Read through the entries below and return each line with the word "shadow".
+++
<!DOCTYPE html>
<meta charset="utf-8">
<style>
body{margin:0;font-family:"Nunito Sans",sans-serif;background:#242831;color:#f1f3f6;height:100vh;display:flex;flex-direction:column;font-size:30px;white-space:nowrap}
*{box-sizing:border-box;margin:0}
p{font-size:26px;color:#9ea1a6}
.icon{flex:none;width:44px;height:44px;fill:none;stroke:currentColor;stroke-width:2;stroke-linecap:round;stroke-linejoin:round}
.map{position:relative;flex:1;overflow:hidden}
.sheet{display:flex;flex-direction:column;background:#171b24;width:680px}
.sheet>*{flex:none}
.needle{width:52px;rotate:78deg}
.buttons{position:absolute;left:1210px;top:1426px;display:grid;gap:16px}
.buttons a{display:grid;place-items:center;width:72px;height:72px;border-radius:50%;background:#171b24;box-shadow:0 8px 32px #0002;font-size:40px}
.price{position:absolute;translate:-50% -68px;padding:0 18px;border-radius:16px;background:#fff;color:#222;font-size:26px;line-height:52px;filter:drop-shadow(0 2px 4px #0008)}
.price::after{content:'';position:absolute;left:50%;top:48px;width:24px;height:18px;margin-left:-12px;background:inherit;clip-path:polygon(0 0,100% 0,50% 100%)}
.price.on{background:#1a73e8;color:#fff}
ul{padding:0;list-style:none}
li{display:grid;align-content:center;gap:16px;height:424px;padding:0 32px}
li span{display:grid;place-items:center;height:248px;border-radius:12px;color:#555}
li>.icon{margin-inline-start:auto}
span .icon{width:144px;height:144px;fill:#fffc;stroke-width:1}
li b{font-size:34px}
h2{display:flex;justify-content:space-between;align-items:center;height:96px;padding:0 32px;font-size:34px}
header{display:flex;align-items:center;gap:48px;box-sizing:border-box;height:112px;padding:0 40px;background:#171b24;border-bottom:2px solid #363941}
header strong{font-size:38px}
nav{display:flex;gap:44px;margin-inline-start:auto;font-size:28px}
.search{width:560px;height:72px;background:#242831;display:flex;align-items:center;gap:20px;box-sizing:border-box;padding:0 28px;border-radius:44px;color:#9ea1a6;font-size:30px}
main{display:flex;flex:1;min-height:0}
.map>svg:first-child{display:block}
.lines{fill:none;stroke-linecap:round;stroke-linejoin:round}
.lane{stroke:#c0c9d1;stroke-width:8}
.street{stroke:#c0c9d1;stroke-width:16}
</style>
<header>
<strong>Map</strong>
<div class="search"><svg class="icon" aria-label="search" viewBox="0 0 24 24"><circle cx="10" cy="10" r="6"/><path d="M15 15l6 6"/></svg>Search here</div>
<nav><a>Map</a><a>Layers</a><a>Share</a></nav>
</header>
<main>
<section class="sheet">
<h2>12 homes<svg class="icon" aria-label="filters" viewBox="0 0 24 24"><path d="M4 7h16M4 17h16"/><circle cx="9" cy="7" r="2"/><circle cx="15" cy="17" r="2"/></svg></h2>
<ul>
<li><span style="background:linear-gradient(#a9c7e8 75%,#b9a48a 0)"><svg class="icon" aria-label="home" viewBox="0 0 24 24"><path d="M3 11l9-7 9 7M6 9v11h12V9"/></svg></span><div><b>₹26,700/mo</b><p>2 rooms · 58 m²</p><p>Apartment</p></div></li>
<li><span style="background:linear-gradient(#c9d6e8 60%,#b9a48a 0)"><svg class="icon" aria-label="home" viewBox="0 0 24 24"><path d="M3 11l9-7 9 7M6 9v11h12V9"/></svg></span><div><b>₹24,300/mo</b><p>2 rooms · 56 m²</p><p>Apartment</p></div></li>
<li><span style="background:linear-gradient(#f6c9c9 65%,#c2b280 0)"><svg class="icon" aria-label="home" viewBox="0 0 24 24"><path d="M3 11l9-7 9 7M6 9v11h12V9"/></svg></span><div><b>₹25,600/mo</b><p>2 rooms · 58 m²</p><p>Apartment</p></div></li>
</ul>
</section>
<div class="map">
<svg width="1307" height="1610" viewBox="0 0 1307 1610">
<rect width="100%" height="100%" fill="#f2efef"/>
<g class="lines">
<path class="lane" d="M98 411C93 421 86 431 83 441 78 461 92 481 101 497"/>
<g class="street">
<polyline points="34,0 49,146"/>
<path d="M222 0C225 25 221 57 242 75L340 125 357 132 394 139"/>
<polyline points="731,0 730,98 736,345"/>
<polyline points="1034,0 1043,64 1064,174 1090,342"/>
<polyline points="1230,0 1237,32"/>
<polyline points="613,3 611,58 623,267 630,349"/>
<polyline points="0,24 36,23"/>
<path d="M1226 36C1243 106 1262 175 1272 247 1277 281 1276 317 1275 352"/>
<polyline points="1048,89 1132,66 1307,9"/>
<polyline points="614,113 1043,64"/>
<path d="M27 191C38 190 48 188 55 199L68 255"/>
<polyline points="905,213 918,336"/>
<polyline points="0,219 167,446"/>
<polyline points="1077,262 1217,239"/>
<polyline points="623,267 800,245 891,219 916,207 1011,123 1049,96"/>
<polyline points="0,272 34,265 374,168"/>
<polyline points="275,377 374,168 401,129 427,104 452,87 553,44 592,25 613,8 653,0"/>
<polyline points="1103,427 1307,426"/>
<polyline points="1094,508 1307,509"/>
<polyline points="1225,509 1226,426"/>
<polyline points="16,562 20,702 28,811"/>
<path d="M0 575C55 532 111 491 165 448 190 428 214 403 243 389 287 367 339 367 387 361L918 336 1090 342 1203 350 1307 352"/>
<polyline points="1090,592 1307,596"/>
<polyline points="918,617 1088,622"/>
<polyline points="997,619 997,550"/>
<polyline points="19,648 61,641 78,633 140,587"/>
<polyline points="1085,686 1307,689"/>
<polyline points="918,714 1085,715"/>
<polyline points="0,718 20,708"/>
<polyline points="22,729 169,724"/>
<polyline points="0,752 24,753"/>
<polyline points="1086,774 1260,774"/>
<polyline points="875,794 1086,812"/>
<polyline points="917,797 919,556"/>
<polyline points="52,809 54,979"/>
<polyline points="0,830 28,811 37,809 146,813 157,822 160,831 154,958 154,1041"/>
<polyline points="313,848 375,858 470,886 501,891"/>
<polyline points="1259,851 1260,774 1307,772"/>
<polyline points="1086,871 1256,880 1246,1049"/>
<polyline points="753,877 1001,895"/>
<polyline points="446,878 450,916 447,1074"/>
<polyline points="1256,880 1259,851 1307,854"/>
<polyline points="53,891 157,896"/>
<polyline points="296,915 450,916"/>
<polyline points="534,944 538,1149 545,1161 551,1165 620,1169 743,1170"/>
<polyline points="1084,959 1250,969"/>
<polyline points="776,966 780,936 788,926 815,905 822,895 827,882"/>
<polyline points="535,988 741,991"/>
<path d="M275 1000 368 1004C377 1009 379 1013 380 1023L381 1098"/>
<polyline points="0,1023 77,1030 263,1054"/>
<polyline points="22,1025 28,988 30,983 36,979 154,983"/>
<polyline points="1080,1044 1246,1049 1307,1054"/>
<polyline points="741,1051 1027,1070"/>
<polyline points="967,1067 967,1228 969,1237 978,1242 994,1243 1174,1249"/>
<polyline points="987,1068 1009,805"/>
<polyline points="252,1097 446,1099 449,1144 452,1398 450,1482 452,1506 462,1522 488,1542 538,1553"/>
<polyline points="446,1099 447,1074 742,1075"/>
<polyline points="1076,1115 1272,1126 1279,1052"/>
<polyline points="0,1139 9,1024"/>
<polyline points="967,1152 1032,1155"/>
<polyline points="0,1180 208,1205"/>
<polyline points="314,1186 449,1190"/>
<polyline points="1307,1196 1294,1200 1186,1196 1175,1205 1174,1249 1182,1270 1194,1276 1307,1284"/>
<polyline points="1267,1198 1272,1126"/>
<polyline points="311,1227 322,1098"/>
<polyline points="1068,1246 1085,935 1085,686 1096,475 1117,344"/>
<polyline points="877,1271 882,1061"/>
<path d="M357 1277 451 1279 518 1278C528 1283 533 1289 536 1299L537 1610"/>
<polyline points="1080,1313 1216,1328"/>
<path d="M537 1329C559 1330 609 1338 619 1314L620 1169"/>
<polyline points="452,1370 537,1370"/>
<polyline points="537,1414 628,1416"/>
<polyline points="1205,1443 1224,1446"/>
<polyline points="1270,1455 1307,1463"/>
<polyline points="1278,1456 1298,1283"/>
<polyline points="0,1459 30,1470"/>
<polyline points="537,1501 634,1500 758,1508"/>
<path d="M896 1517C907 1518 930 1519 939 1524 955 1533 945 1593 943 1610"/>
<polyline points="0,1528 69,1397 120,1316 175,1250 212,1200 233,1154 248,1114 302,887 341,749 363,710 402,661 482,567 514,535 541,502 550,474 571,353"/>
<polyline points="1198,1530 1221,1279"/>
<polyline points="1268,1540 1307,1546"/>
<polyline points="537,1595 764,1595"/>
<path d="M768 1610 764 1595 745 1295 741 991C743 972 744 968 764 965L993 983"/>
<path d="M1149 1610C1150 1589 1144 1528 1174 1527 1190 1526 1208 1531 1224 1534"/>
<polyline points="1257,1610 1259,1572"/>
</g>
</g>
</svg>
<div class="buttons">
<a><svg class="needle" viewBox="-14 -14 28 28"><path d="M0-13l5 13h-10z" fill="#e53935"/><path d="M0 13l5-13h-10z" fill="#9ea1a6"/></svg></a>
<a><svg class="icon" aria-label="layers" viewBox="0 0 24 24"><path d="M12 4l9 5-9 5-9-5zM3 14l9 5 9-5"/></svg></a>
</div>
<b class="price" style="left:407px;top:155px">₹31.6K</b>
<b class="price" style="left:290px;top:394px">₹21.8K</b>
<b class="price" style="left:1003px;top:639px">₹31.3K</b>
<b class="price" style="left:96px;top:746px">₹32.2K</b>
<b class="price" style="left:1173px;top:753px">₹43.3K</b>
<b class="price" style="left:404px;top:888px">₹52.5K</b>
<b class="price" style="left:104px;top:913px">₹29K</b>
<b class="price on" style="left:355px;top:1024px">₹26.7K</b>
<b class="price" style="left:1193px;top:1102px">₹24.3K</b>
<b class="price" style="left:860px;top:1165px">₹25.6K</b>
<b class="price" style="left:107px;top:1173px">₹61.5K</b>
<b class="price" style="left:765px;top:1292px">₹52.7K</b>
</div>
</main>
+++
## Exercise result
.buttons a{display:grid;place-items:center;width:72px;height:72px;border-radius:50%;background:#171b24;box-shadow:0 8px 32px #0002;font-size:40px}
.price{position:absolute;translate:-50% -68px;padding:0 18px;border-radius:16px;background:#fff;color:#222;font-size:26px;line-height:52px;filter:drop-shadow(0 2px 4px #0008)}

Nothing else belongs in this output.